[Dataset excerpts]
------------------------
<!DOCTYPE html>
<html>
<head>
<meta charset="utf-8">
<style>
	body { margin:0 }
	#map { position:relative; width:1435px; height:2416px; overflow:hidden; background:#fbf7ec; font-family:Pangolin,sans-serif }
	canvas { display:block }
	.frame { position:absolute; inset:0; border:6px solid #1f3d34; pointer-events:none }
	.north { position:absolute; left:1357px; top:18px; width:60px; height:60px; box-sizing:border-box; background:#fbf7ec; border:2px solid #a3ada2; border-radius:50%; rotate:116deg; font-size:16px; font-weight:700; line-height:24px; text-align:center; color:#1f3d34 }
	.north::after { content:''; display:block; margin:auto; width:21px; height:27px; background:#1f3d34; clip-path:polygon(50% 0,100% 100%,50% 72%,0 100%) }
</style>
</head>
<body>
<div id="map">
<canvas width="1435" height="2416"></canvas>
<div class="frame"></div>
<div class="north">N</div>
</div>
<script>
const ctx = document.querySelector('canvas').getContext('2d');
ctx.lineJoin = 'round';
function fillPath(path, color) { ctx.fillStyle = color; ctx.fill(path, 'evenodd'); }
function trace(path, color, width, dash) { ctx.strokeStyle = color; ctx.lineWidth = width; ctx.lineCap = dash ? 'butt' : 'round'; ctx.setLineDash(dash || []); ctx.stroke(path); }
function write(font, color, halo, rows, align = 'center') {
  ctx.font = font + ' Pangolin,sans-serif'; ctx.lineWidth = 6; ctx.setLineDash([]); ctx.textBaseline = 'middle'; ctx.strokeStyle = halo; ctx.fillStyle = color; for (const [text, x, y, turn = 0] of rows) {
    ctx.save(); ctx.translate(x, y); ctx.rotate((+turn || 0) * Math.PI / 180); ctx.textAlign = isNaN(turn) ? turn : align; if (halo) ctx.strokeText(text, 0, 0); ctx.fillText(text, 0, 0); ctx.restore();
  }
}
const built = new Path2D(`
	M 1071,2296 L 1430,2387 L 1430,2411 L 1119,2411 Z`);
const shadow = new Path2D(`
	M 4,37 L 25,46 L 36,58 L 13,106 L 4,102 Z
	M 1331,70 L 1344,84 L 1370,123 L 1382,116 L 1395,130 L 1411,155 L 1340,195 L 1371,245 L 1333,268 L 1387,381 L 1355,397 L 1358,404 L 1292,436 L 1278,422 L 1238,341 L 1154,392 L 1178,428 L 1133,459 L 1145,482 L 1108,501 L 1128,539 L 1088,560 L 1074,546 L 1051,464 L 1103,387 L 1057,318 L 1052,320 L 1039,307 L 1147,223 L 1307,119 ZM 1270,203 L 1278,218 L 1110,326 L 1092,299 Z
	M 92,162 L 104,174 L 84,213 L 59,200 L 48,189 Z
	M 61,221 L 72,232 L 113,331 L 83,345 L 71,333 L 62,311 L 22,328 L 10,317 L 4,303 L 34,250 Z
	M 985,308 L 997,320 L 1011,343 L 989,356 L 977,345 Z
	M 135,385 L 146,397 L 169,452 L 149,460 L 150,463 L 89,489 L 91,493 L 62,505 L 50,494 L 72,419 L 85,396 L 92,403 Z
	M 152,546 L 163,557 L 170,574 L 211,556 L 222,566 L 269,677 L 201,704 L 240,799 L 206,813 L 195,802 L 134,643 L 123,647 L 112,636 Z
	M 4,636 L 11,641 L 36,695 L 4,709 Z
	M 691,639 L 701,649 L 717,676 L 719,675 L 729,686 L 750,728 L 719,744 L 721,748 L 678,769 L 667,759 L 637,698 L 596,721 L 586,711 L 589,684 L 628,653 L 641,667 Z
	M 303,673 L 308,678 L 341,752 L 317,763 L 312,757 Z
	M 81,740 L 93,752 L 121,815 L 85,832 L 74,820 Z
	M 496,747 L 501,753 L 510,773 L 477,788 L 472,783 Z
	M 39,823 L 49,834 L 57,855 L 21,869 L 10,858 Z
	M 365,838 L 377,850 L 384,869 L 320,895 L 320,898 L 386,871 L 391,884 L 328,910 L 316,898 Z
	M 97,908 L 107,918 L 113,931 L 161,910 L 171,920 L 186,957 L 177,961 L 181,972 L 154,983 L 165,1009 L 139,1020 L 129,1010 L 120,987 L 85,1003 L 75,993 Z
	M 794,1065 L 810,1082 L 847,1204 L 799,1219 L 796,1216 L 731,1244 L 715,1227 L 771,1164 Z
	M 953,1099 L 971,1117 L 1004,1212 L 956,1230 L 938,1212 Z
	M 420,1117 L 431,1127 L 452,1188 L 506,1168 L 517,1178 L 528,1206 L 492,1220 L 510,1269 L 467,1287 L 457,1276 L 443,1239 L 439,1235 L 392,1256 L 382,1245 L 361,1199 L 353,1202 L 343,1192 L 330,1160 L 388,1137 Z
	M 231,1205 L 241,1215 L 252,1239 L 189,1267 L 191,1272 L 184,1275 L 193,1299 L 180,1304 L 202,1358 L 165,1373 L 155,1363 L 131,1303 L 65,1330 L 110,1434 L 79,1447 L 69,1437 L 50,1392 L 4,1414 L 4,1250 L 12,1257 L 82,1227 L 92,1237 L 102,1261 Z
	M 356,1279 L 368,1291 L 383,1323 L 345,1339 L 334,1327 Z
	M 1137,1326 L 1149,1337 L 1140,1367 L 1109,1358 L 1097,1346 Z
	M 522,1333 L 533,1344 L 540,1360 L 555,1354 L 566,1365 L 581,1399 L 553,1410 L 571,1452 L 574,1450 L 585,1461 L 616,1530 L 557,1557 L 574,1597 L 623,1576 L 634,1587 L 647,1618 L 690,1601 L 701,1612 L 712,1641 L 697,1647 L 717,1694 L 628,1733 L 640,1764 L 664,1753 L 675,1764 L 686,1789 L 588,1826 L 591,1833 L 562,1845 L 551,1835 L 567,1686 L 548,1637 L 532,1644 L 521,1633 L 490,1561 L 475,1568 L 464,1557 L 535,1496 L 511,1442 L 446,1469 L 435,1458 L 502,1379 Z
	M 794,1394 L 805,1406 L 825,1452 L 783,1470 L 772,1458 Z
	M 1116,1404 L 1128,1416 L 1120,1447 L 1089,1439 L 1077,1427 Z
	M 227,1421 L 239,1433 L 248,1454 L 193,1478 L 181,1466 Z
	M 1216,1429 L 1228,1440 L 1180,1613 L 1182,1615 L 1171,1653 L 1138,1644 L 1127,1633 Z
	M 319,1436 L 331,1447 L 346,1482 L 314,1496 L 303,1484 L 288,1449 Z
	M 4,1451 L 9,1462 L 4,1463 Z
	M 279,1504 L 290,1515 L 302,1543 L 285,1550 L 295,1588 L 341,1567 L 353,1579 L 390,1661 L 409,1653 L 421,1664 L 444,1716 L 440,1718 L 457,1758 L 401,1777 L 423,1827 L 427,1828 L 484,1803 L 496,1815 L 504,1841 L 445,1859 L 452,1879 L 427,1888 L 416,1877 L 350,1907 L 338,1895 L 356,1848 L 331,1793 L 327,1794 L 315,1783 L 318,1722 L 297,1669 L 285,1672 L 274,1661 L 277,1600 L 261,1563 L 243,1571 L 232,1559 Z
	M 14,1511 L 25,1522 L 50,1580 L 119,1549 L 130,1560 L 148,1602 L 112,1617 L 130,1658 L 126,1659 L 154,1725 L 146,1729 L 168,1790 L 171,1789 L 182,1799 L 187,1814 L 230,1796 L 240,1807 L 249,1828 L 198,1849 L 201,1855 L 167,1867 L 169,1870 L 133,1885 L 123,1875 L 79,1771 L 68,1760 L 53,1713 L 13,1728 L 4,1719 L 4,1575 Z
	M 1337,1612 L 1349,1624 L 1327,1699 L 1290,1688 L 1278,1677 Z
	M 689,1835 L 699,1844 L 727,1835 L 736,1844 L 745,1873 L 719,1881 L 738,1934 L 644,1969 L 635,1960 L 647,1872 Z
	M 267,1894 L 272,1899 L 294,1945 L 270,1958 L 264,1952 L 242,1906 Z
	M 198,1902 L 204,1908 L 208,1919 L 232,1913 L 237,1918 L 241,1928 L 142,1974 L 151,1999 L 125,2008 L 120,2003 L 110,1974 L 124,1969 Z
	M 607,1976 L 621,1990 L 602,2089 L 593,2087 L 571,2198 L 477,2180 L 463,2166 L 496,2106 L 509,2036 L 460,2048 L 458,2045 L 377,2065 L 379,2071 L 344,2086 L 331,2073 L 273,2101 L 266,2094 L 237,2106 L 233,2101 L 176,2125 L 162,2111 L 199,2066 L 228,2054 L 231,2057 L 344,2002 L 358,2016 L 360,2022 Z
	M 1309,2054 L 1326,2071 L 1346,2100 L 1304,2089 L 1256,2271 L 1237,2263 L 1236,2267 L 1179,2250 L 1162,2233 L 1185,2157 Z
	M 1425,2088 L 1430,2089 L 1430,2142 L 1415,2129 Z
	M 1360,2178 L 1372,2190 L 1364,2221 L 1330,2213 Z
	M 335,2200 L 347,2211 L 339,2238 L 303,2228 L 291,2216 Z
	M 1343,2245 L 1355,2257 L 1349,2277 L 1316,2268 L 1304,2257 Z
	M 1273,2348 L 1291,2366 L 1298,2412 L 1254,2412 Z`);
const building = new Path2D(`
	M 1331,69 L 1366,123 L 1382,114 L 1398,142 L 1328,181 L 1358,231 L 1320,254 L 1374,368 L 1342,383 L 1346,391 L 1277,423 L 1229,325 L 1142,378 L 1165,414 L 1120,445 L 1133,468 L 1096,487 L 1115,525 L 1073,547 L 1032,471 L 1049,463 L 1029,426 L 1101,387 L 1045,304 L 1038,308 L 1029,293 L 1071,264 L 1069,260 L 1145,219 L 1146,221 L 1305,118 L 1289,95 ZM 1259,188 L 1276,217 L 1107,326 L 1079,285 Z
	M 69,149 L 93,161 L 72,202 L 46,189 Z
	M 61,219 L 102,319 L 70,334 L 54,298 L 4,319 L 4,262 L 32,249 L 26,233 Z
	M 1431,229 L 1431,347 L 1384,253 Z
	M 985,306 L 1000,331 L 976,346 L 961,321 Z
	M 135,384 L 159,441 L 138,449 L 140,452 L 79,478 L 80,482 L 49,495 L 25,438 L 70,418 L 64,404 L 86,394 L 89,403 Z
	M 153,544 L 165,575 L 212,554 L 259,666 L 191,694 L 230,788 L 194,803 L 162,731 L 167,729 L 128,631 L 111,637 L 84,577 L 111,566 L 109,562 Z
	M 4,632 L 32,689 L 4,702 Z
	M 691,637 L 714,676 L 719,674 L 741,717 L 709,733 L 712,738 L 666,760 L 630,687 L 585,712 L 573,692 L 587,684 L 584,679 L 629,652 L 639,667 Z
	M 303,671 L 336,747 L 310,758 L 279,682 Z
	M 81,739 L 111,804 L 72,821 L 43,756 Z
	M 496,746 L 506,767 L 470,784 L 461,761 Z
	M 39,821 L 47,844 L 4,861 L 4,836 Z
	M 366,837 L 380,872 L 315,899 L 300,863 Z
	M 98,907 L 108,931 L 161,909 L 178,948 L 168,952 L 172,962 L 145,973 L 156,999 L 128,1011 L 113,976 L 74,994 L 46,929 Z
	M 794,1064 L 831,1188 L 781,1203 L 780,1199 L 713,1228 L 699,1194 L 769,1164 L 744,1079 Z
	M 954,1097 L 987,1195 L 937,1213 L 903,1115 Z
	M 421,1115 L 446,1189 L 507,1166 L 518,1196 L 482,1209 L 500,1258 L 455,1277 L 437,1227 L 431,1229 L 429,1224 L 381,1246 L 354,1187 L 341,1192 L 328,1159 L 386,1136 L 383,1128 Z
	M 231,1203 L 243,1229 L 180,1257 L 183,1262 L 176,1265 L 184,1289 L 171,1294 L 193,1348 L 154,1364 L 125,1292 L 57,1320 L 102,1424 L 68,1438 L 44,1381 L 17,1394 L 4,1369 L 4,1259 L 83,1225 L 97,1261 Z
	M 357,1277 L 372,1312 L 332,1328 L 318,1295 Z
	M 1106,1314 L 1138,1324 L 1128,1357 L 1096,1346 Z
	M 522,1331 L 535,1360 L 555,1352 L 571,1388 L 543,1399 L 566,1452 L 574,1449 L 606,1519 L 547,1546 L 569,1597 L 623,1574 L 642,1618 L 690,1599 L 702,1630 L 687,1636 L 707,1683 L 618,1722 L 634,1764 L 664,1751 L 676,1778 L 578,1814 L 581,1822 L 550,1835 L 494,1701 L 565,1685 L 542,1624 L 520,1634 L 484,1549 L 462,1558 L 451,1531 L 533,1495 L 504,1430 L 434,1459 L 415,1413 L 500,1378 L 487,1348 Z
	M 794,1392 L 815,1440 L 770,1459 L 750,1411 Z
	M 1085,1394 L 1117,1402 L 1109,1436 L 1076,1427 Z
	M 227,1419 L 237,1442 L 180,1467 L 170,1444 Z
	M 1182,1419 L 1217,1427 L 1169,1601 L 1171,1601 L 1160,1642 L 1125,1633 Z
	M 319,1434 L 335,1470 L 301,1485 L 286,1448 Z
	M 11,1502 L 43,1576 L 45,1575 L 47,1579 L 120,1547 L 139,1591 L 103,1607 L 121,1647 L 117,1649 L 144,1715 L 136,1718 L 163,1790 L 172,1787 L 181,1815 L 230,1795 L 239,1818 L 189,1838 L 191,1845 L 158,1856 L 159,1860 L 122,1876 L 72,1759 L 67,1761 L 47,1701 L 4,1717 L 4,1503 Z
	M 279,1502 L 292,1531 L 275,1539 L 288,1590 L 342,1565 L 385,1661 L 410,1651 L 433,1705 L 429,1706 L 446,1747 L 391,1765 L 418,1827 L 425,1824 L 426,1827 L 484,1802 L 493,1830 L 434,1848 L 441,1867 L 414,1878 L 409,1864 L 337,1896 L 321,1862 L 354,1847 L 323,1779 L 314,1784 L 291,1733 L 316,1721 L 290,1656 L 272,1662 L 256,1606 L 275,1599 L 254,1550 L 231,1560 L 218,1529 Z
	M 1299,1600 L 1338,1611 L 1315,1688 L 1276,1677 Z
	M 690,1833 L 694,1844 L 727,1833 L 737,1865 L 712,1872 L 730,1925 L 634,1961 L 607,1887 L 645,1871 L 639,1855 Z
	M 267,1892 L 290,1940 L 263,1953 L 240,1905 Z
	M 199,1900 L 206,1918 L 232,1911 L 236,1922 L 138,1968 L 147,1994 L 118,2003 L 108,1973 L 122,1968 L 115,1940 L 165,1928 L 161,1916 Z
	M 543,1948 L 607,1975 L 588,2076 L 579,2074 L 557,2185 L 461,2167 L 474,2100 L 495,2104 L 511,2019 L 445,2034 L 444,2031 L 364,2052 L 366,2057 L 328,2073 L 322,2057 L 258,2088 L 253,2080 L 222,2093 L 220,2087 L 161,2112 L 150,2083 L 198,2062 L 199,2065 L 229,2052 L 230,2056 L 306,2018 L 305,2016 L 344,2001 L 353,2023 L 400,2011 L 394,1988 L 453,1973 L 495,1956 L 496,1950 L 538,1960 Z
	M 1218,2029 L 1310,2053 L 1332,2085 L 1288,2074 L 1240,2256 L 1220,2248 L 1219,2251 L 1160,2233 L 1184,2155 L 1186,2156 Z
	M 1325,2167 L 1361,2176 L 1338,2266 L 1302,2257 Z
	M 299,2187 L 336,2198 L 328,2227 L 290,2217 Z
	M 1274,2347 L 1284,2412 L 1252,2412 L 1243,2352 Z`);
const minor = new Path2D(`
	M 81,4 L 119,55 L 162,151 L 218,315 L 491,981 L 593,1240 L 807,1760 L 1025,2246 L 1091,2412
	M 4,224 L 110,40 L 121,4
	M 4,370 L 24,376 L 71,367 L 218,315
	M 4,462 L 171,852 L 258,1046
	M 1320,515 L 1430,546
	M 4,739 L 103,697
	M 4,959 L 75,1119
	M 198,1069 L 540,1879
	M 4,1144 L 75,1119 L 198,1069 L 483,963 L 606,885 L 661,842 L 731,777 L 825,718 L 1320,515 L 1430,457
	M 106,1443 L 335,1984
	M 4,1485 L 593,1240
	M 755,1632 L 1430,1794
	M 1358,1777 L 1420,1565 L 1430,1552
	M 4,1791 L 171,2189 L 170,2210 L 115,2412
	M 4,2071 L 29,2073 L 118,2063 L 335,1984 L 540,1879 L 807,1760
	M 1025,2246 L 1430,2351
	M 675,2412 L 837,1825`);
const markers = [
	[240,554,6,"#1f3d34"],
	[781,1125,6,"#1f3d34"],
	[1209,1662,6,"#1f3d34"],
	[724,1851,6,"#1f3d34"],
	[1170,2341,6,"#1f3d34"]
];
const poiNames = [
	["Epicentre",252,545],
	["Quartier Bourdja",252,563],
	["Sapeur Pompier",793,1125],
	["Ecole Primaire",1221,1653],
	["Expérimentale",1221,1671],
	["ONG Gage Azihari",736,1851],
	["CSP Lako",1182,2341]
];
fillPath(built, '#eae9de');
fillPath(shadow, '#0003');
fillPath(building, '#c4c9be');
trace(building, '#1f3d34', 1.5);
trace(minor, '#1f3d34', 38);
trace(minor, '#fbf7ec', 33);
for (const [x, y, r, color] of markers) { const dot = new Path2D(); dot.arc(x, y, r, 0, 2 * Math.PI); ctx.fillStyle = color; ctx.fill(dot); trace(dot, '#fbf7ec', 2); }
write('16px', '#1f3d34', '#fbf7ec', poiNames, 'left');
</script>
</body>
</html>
------------------------
* **What this task involves**
Write out exactly the lines between the start of the entries and the line containing "M 4,37 L 25,46 L 36,58 L 13,106 L 4,102 Z", including that line and the first one.

* **Result for this task**
<!DOCTYPE html>
<html>
<head>
<meta charset="utf-8">
<style>
	body { margin:0 }
	#map { position:relative; width:1435px; height:2416px; overflow:hidden; background:#fbf7ec; font-family:Pangolin,sans-serif }
	canvas { display:block }
	.frame { position:absolute; inset:0; border:6px solid #1f3d34; pointer-events:none }
	.north { position:absolute; left:1357px; top:18px; width:60px; height:60px; box-sizing:border-box; background:#fbf7ec; border:2px solid #a3ada2; border-radius:50%; rotate:116deg; font-size:16px; font-weight:700; line-height:24px; text-align:center; color:#1f3d34 }
	.north::after { content:''; display:block; margin:auto; width:21px; height:27px; background:#1f3d34; clip-path:polygon(50% 0,100% 100%,50% 72%,0 100%) }
</style>
</head>
<body>
<div id="map">
<canvas width="1435" height="2416"></canvas>
<div class="frame"></div>
<div class="north">N</div>
</div>
<script>
const ctx = document.querySelector('canvas').getContext('2d');
ctx.lineJoin = 'round';
function fillPath(path, color) { ctx.fillStyle = color; ctx.fill(path, 'evenodd'); }
function trace(path, color, width, dash) { ctx.strokeStyle = color; ctx.lineWidth = width; ctx.lineCap = dash ? 'butt' : 'round'; ctx.setLineDash(dash || []); ctx.stroke(path); }
function write(font, color, halo, rows, align = 'center') {
  ctx.font = font + ' Pangolin,sans-serif'; ctx.lineWidth = 6; ctx.setLineDash([]); ctx.textBaseline = 'middle'; ctx.strokeStyle = halo; ctx.fillStyle = color; for (const [text, x, y, turn = 0] of rows) {
    ctx.save(); ctx.translate(x, y); ctx.rotate((+turn || 0) * Math.PI / 180); ctx.textAlign = isNaN(turn) ? turn : align; if (halo) ctx.strokeText(text, 0, 0); ctx.fillText(text, 0, 0); ctx.restore();
  }
}
const built = new Path2D(`
	M 1071,2296 L 1430,2387 L 1430,2411 L 1119,2411 Z`);
const shadow = new Path2D(`
	M 4,37 L 25,46 L 36,58 L 13,106 L 4,102 Z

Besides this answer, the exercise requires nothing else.